- **DATASET EXCERPTS**:

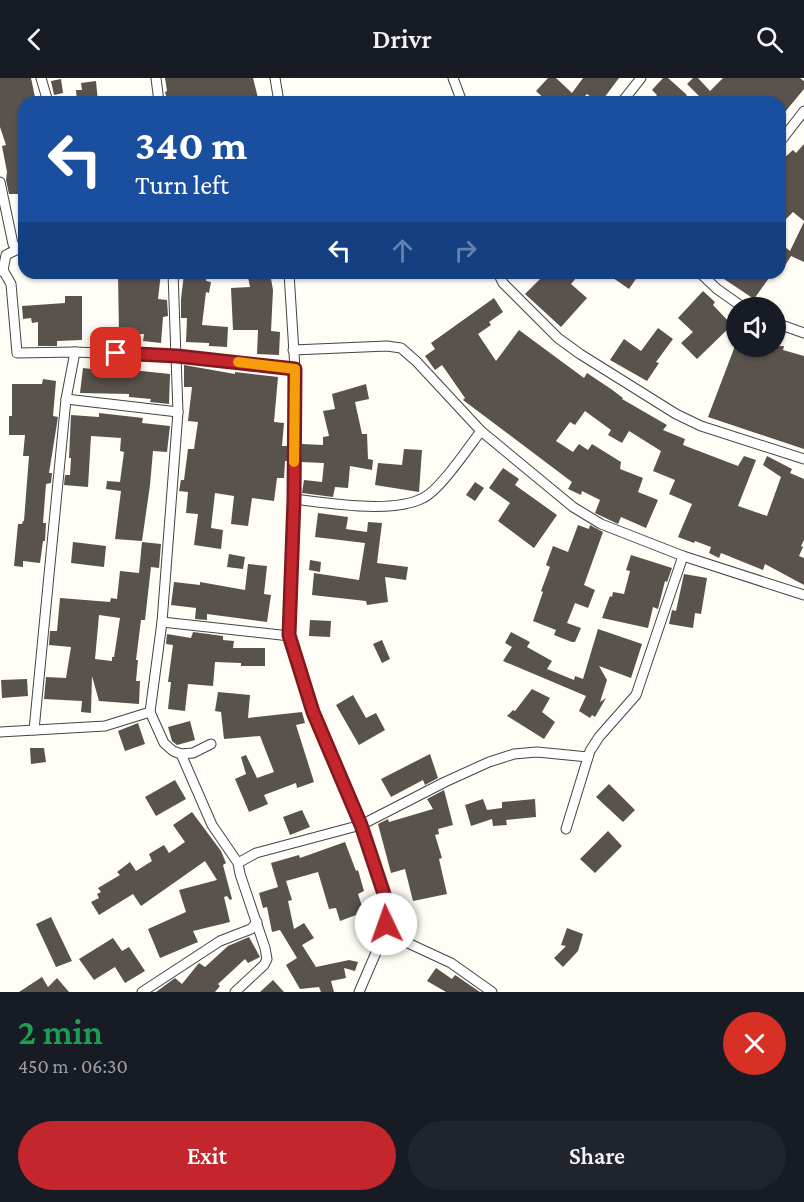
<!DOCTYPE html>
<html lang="en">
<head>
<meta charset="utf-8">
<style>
	body { margin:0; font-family:"Crimson Pro",serif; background:#20242c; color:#f1f3f6; height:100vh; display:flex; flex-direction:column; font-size:22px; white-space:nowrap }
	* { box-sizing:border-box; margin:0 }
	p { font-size:20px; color:#9ea1a6 }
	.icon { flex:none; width:33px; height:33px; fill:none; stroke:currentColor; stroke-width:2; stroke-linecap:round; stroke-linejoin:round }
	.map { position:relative; height:914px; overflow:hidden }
	.details { display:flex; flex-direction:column; background:#171b24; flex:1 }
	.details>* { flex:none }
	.guide { position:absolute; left:18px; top:18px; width:768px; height:183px; border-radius:18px; box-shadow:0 2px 4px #0004; background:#1a4fa0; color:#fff; overflow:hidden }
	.buttons { position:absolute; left:726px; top:219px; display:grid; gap:12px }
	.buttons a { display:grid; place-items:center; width:60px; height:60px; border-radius:50%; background:#171b24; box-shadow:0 2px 4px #0004; font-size:30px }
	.pin { position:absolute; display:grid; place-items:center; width:51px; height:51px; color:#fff; margin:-26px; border-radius:12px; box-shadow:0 3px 9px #0006 }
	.me { position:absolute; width:66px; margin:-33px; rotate:357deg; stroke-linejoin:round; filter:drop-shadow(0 0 4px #0008) }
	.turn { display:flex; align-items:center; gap:21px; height:126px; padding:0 18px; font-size:27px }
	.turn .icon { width:78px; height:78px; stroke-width:2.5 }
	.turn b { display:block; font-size:42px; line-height:51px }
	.lanes { display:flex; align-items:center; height:57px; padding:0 18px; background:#0003; justify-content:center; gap:30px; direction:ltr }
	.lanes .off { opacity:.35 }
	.round { display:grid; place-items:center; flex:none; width:63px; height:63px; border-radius:32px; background:#20242c }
	.summary { display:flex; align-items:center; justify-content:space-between; height:102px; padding:0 18px }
	h1 { font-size:36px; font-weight:600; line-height:45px; color:#1e9e55 }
	.cta { display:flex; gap:12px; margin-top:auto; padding:12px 18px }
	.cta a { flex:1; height:69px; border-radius:36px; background:#c4262e; color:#fff; font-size:24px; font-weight:600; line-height:69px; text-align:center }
	.cta a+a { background:#20242c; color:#f1f3f6 }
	header { display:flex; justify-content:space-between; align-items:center; height:78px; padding:0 18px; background:#171b24; font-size:27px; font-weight:600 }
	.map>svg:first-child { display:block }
</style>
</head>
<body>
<header><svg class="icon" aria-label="back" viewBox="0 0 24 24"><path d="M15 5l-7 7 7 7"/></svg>Drivr<svg class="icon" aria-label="search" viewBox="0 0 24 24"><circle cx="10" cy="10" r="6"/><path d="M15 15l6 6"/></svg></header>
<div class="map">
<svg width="804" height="914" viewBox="0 0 804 914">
	<rect width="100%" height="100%" fill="#fffdf5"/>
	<g fill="#5a524d" fill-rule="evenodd">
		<path d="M0 0H31L36 24H24V83H21V116H9L6 102 7 94 2 68 6 67 0 49Z"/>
		<path d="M165 0H253L258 20 242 24H168L165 14 167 13Z"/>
		<path d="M548 0H556L572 15 583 0H619L601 24H598L587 16 581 22 583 24H548L536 13Z"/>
		<path d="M663 0H668L687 17 680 24H650L657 17 652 12Z"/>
		<path d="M693 0H698L710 13 723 0H800L804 3V11L780 40V24H705L687 6Z"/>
		<path d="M61 1 63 15 54 17 51 3Z"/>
		<path d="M96 3 98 24H77L76 12H82L81 5Z"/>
		<path d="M804 66V143L793 134 780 147V90L786 84 783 81 793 72 796 75Z"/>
		<path d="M804 144V184L791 178 786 186 780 182V165L790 173Z"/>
		<path d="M118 195H161L158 221 167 222 168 238 163 239 161 265 143 263 144 256 119 257Z"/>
		<path d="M270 195 273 212 271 253 280 254 279 277 257 276 258 252H233L231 210 250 209 248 199Z"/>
		<path d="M546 195H571L576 200 571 206 587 220 561 249 525 216Z"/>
		<path d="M606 195H640L629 211Z"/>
		<path d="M715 195H763L769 200 754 221Z"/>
		<path d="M184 196 207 199 206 203 211 204 209 215 206 214 202 247 228 249 227 269 209 268V265L186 264 187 240H181V221Z"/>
		<path d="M703 213 715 224 713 227 732 247 697 281 681 265 693 254 678 240Z"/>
		<path d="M65 218H82V262L57 263V268H38V244L32 245 31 240 23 241 22 228 65 225Z"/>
		<path d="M494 220 503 234 489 244 491 247 478 256 496 283 519 252 584 300 587 295 611 311 623 320 622 321 667 347 663 352 685 361 683 367 738 388 744 378 756 382 738 428 767 438 781 399 763 387 767 378 792 391 790 395 804 401V462L801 468 803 469 799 478 804 480V507L765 486 763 492 721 475 719 480 709 475 711 469 695 463 694 465 678 459 692 426 669 416 675 402 653 393 661 373 629 353 622 365 608 357 611 352 585 333 575 347 570 344 556 363 573 374 579 366 588 372 592 366 621 384 620 391 643 400 638 414 658 422 646 450 621 439 618 446 595 435 600 422 582 413 581 417 568 411 572 404 463 322 465 320 442 287 435 292 425 278 435 271 431 265Z"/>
		<path d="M658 250 673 261 656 284 659 285 647 303 610 282 624 261 641 273Z"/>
		<path d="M735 268H784L783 272 804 278V371L708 339Z"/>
		<path d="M184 287 235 296V294L278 299 274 344 284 345 282 368H288V383H285L284 400H277L274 423 252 420 248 448 231 446 234 418 215 415 211 450 223 452 221 471 194 467 198 436 186 435 188 414 179 413 181 402H184L188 371H194L198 344 188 343 192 309H184Z"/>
		<path d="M83 290 100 292H132L170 296 169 326 150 324 151 321 129 319V316L80 315Z"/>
		<path d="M43 301 56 303 53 338 58 339 49 395H52L51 405 46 406 43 445H46L45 463H43L40 485 23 483V489L14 488 18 446H22L23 443H24L29 378H23L25 357H9V338H12V306H42Z"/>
		<path d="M366 306 369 321 355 324 362 356H367L368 381 373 382 372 392 350 388 348 410 335 409 333 419 302 415 304 402 322 404 324 385 301 384 302 366 323 367V359L329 358 323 333 335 331 332 316Z"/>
		<path d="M99 335 143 340 142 345 170 348 167 374 153 373 150 407 142 463 115 461 121 413 106 411 107 403 120 404 124 374 120 373 121 360 91 358 88 409 64 407 65 397H70L71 380H69L71 337 99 339Z"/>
		<path d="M404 371 422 372 419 414 375 407 378 385 402 387Z"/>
		<path d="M503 390 519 401 515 407 557 437 534 470 498 443 510 425 489 410Z"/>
		<path d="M475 404 484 410 475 423 466 417Z"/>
		<path d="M318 435 348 439 346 451 367 454 368 444 382 445 377 485 408 489 406 502 385 499 388 524 367 527 366 523 312 517 314 495 359 502 365 465 315 459Z"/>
		<path d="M578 447 589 451 590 447 603 454 584 507 595 512 588 530 575 525 567 545 581 550 575 564H572L554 557 556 552 533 543 543 514 541 513 550 489 546 487 553 468 568 474Z"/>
		<path d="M73 464 106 468 104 489 71 485Z"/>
		<path d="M142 464 161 466 159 490 151 489 145 542H141L136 582H138L136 603H140L139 626 99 623 92 598 91 635 81 634 82 623 44 621 46 599 66 600 71 569 49 567 50 553H57L60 520 110 524 111 520 117 521 120 493 139 495ZM99 537 120 540 114 579H112V583L95 581Z"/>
		<path d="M229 476 245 479 243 491 227 489Z"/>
		<path d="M631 477 672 490 667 504 665 503 658 531 653 529 648 550 602 540 610 518 612 519 613 514 624 516 630 493 626 492Z"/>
		<path d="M310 482 321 484 320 494 309 492Z"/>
		<path d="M248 486 267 488 264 516 271 517 267 544 207 536V542L195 541 196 530 171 527 174 504 200 507V504L245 512Z"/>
		<path d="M684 496 707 500 701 536 695 535 693 550 669 546 672 532 676 533Z"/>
		<path d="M310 542 331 543 330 559 309 558Z"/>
		<path d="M598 551 642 566 631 600 599 588 607 602 600 624 606 620 595 639 592 637 590 640 579 633 586 618 503 583 512 569 505 565 511 554 530 564 527 569 552 583 547 591 574 602 575 598 583 601Z"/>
		<path d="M193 554 223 558V562L234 563 233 570H265V588H241V585L215 584 213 608 188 606 185 633 168 631 171 604H168L173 567 166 566 167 556 191 560Z"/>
		<path d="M382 562 390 581 382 585 373 566Z"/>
		<path d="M27 601 28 618 2 620 1 602Z"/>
		<path d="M532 611 550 620 542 634 555 644 544 661 507 638 513 632 515 633Z"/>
		<path d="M218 614 250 617 248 640 302 634 305 645 296 647 314 704 297 710 296 705 264 717 268 726 249 734 235 701 246 696 241 679 246 677 257 700 274 694 260 658 224 661 221 634 215 633Z"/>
		<path d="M353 617 366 640 376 635 385 652 359 667 336 627Z"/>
		<path d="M190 643 195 662 177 667 172 663 168 649Z"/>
		<path d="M138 645 145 666 125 673 118 653Z"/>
		<path d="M30 670H44L46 684 31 686Z"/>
		<path d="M430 676 438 700 425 707 423 702 391 719 381 701Z"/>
		<path d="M175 702 186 721 156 738 145 719Z"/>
		<path d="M609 706 635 732 623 744 596 719Z"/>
		<path d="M444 712 453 747 438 751 439 756 435 757 442 780 439 781 447 816 413 823 405 791 391 795 378 746 388 741 389 744 433 731 427 721Z"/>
		<path d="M483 721 487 732 502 730V724L535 721 536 739 506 742 507 747 493 748 492 741 471 748 465 727Z"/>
		<path d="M302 732 310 749 290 757 283 739Z"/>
		<path d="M192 734 221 773 226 785 223 787 232 821 230 822 227 818 224 819 230 844 193 853 198 864 160 880 148 851 186 834 179 812 217 802 205 783 141 828 133 816 99 837 91 824 99 820 97 816 101 814 98 810 120 797 117 794 130 784 136 793 152 783 149 776 164 767 169 775 185 764 173 747Z"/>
		<path d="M608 753 622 768 595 795 580 781Z"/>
		<path d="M345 764 356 793 358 792 364 813 358 816 364 834 340 843 336 830 329 831 318 794 286 803 292 822 288 823 294 851 304 845 314 860 302 867 316 889 349 882 358 884 355 893 344 890 346 900 331 903 334 914H321L319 909 300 911 286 887 297 880 280 852 272 854 267 829 263 830 259 815 278 809 271 785 299 777 300 780Z"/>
		<path d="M51 839 72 883 56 889 36 846Z"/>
		<path d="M567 850 583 856 578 873 563 889 554 880 566 868 561 867Z"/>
		<path d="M249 859 260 879 248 885 245 881 218 906 220 908 215 914H156L175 900 182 906 199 885 205 889 228 868Z"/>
		<path d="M113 860 122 873 129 869 145 893 125 905 115 889 94 902 79 881Z"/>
		<path d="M436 890 452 901 455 897 480 914H446L427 903Z"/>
		<path d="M42 899 48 909 57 900 69 914H19Z"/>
		<path d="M273 902 284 914H260Z"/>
	</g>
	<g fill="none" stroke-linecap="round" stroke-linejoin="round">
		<defs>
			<g id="minor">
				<path d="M41 0 48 24"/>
				<path d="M156 0 159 24"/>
				<path d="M275 0 279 24"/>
				<path d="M453 0 462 24"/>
				<path d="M622 24 641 0"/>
				<path d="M780 64 804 33"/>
				<path d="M0 104 13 166 18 171"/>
				<path d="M3 192 11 206 17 275 75 274 177 278 295 291"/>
				<path d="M0 193 3 192 6 177 18 171 22 172"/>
				<path d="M173 195 178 334 162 544 150 634 164 665 173 673 181 676 193 675 211 666"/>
				<path d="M289 195 295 291 294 421 289 557 313 634 361 747 386 822V846L381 863 359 914"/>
				<path d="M498 195 503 205 558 260 580 276 676 336 701 348 804 381"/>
				<path d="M700 195 717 211 744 230"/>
				<path d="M776 245 804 255"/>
				<path d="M293 272 387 268 401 270 416 283 481 353 573 429 601 446 683 478 804 517"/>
				<path d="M66 321 178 334"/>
				<path d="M294 421C327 425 393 436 423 420 440 412 468 370 481 353"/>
				<path d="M162 544 290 558"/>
				<path d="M34 652 66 321 75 274"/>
				<path d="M0 654 105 648 150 634"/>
				<path d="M181 676 212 747 238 785 240 796 265 870 267 881 264 887 235 914"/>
				<path d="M566 751 590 673 599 659 636 617 683 478"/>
				<path d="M238 785 256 775 361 747 445 704 489 684 514 676 537 674 588 679"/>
				<path d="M384 854 451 885 492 914"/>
				<path d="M142 914 220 863 251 851 257 844"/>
			</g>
		</defs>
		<use href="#minor" stroke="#444" stroke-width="11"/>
		<use href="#minor" stroke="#fff" stroke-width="9"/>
	</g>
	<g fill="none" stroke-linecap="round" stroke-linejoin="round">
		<defs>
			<path id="route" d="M116 275 177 278 295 291 294 421 289 557 313 634 361 747 386 822V846"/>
		</defs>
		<use href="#route" stroke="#7f191e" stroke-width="15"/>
		<use href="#route" stroke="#c4262e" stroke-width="10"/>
		<path stroke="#f59e0b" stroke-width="10" d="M238 284 295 291 294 384"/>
	</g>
</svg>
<div class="buttons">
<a><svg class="icon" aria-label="sound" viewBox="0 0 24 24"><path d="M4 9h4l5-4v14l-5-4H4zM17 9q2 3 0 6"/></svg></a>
</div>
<div class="pin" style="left:116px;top:275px;background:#d93025"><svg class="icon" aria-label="arrive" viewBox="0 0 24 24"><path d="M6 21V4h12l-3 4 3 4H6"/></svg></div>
<svg class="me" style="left:386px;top:846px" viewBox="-20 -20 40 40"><circle r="19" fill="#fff"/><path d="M0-13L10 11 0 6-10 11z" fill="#c4262e"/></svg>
<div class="guide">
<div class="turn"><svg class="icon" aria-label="left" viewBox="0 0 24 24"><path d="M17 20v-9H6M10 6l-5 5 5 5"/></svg><div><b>340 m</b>Turn left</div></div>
<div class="lanes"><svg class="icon" aria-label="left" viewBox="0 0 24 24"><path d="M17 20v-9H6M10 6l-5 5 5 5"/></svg><svg class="icon off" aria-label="ahead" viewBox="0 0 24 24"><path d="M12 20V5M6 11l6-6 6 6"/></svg><svg class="icon off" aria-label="right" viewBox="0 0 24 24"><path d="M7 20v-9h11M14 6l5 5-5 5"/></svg></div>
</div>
</div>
<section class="details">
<div class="summary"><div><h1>2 min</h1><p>450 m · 06:30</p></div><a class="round" style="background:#d93025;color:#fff"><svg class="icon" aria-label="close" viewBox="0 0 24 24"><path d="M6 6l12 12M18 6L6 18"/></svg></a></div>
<div class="cta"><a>Exit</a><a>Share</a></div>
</section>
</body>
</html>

- **INSTRUCTIONS TO FOLLOW**: Only the lines above starting at the line that holds "flex:none; width:33px; height:33px;" and ending at the line that holds "width:78px; height:78px; stroke-width:2.5" are to be repeated, exactly and in full.

- **ANSWER TO THIS PROBLEM**:
	.icon { flex:none; width:33px; height:33px; fill:none; stroke:currentColor; stroke-width:2; stroke-linecap:round; stroke-linejoin:round }
	.map { position:relative; height:914px; overflow:hidden }
	.details { display:flex; flex-direction:column; background:#171b24; flex:1 }
	.details>* { flex:none }
	.guide { position:absolute; left:18px; top:18px; width:768px; height:183px; border-radius:18px; box-shadow:0 2px 4px #0004; background:#1a4fa0; color:#fff; overflow:hidden }
	.buttons { position:absolute; left:726px; top:219px; display:grid; gap:12px }
	.buttons a { display:grid; place-items:center; width:60px; height:60px; border-radius:50%; background:#171b24; box-shadow:0 2px 4px #0004; font-size:30px }
	.pin { position:absolute; display:grid; place-items:center; width:51px; height:51px; color:#fff; margin:-26px; border-radius:12px; box-shadow:0 3px 9px #0006 }
	.me { position:absolute; width:66px; margin:-33px; rotate:357deg; stroke-linejoin:round; filter:drop-shadow(0 0 4px #0008) }
	.turn { display:flex; align-items:center; gap:21px; height:126px; padding:0 18px; font-size:27px }
	.turn .icon { width:78px; height:78px; stroke-width:2.5 }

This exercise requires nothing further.